Until then, Brooklyn is pursuing seemingly everyone--except perhaps incumbent Nets power forward Kris Humphries. Among others, the Nets would supposedly be interested in Rudy Gay (and the cap-killing $54 million owed him over the next three seasons), while there's also been talk of Andrei Kirilenko and Nenad Krstic leaving CSKA Moscow for the greener pastures of Brooklyn. Oh by the way, Nets owner Mikhail Prokhorov used to bankroll CSKA before taking over the Nets. Needless to say, the Nets don't have the cap dollars to make all of those things happen, but they'll be motivated to spend and Ilyasova could certainly be among the beneficiaries.
Where 55 Happens: Hypothetical Blazers-Bucks Trade Maes Sense For Both Teams
Dan offers up a much more thorough analysis of why a hypothetical Monta Ellis for Wes Matthews/#11 deal would make sense.
The Bucks might not be ready to cut ties with Ellis; it’s unlikely they traded their franchise center just for the chance to flip the haul a half-season later.
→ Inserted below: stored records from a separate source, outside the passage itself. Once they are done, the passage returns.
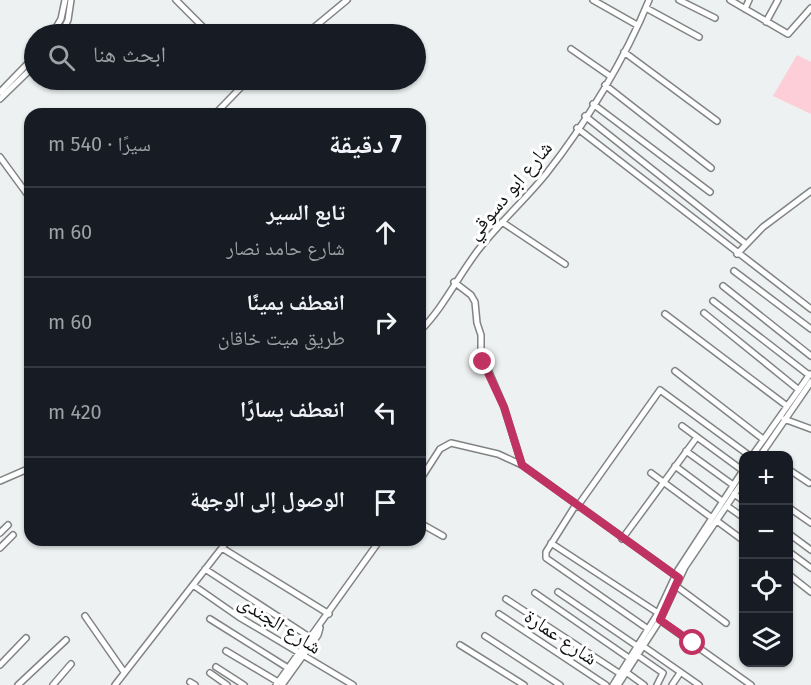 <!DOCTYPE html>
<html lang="ar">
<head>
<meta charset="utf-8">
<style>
  body { margin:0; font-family:"Fira Sans","Noto Naskh Arabic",sans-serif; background:#20242c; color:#f1f3f6; direction:rtl }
  .controls { position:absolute; right:18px; bottom:18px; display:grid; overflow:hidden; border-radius:12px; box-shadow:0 2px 4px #0004 }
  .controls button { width:54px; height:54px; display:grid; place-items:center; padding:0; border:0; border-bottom:2px solid #363941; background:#171b24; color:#f1f3f6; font:30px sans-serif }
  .stop { position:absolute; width:18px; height:18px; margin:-14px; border:4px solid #c03261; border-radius:50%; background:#fff }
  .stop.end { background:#c03261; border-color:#fff; box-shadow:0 2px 6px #0008 }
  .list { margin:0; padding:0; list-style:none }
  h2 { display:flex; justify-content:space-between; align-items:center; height:78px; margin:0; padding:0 24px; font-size:26px }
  h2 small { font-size:20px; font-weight:400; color:#9ea1a6 }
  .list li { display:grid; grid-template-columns:39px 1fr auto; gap:18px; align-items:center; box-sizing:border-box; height:90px; padding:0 24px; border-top:2px solid #363941 }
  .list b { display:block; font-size:22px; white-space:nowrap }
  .list p { margin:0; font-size:20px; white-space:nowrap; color:#9ea1a6 }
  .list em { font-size:20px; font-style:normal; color:#9ea1a6 }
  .icon { flex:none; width:33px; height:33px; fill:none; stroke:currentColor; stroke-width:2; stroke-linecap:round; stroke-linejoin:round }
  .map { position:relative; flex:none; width:811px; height:685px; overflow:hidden; direction:ltr }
  .search { position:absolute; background:#171b24; box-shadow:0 2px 4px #0004; left:24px; top:24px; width:402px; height:66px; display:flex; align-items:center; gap:15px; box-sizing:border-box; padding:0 21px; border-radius:33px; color:#9ea1a6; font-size:22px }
  .panel { position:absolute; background:#171b24; box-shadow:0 2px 4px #0004; left:24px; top:108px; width:402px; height:438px; border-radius:18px; direction:rtl }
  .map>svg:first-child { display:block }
</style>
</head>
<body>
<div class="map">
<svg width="811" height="685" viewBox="0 0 811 685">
  <rect width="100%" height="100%" fill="#edf1f1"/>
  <path fill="#fdced7" d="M797,55L811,62V114L773,96Z"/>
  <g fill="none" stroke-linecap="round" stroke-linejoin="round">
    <g stroke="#818484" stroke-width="8">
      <path id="minor" d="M176,0L210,34
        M593,0L637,25
        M679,0L715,18
        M730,0L788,34L811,8
        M646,8L699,37
        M745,9L749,0
        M766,22L778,0
        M52,34L61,19L65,0
        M61,34L68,20L71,0
        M306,34L347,0
        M571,49L610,76
        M624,52L717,121
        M605,85L711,168
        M0,92L34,57
        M0,99L34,66
        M593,104L710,192
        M215,114L248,80
        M585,116L746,244
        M577,128L811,309
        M0,157L30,198
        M502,222L565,264
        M737,254L763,227L811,191
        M734,271L811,329
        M454,282L471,295L475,302L477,323L481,335V353L504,407L522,465L679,578
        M723,286L811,356
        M713,301L809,375
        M704,313L799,390
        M665,314L787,406
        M420,331C444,307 458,276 479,249C500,222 525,200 546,174C585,125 626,57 649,0
        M675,371L763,439
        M784,419L811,429
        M682,426L742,470
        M686,451L733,485
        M752,456L810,374
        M760,456L811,382
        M675,466L722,501
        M788,469L809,483
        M651,473L712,518
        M420,480L440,449L451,443L498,454L522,465
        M0,481L30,468
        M734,494L744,501
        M575,506L546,552V558L648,629
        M727,506L744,518
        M577,507L660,390L750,456
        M788,507L811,523
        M717,521L744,541
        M420,523L443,536
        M0,533L8,525
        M788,533L811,550
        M622,539L697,437
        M551,543L658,613
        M0,548L13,535
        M222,548L329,614
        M788,551L811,568
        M205,569L311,638
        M788,574L811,592
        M193,585L239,617L353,685
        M676,586L726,623
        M558,592L637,646
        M535,593L629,658
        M506,599L619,673
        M499,614L606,685
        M85,616L124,672
        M657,618L751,685
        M210,619L288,668
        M485,636L560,685
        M460,645L524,685
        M643,646L699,685
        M226,651L278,682
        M637,655L663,673L657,685
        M0,665L26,638
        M216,667L244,685
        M626,672L644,685
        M210,673L227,685
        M190,682L195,685
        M18,685L66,640
        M53,685L71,664
        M115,685L228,540
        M276,685L380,540
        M282,685L318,635L320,628
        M613,685L658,613L678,570L744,469
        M618,685L660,620L685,567L744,480
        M672,685L680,673"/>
    </g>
    <use href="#minor" stroke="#fff" stroke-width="5"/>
  </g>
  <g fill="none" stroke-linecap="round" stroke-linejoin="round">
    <path stroke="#c03261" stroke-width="8" d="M483,362L504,407L522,465L679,578L660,620L693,643"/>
  </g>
  <g text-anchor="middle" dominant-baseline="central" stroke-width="6" stroke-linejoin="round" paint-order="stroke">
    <g font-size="20" fill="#0f1010" stroke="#fff">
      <text transform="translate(509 190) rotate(-50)">شارع ابو دسوقي</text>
      <text transform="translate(280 624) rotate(32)">شارع الجندى</text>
      <text transform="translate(561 637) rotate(34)">شارع عمارة</text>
    </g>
  </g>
</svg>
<div class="controls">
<button>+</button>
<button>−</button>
<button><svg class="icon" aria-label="locate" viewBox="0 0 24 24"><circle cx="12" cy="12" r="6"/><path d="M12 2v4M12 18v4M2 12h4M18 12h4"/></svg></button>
<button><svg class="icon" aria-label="layers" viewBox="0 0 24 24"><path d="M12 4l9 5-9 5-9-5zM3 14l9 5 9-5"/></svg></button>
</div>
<div class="stop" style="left:693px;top:643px"></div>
<div class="stop end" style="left:483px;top:362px"></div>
<div class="search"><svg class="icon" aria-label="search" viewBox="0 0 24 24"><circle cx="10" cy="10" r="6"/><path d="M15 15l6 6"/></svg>ابحث هنا</div>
<section class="panel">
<h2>7 دقيقة<small>سيرًا · 540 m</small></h2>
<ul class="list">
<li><svg class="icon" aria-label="ahead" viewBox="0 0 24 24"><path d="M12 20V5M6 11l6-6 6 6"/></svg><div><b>تابع السير</b><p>شارع حامد نصار</p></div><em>60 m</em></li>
<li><svg class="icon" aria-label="right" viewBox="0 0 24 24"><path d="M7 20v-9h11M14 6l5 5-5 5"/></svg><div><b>انعطف يمينًا</b><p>طريق ميت خاقان</p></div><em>60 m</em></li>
<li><svg class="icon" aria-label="left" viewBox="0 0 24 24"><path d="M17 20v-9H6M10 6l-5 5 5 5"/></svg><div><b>انعطف يسارًا</b></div><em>420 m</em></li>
<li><svg class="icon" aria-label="arrive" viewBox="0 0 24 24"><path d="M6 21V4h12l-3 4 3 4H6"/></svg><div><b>الوصول إلى الوجهة</b></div></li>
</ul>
</section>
</div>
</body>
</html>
And like always, the fate of the roster is tied up in the direction Kohl wants to take the franchise. But this trade idea can certainly be made out as a win-win, satisfying the needs of both franchises while positioning them for future success.
I agree with Dan that a deal like this is probably a long shot given the team's apparent feelings about Ellis, but I think it would offer up a compelling compromise between staying competitive now, adding a young piece for the future, and making sure the Bucks aren't left empty-handed when Ellis potentially becomes a free agent in 12 months.
ESPN: Why Jeremy Lamb trumps Michael Kidd-Gilchrist
Love him or hate him, Doug Gottlieb is always an interesting read around draft time if only because he isn't afraid to go against the group-think grain (see his stuff from 2011 and 2010, Insider only). A week ago he published his top 30 draft board and this week he offers up some more explanations for why he's less impressed than most with Thomas Robinson and Michael Kidd-Gilchrist, but more upbeat about Meyers Leonard, Royce White and Jeremy Lamb. On Leonard:
If Leonard -- whose shoulders are sculpted, legs are injury-free and jumper is solid from 17 feet -- locks in with an organization, he has a chance to be an All-Star. Look at Roy Hibbert with the Indiana Pacers. Now consider that Leonard is a far better athlete, just less developed after two years in college instead of Hibbert's four. Leonard has a position, has the makeup for that position and simply needs the right voice in his ear to help him mature.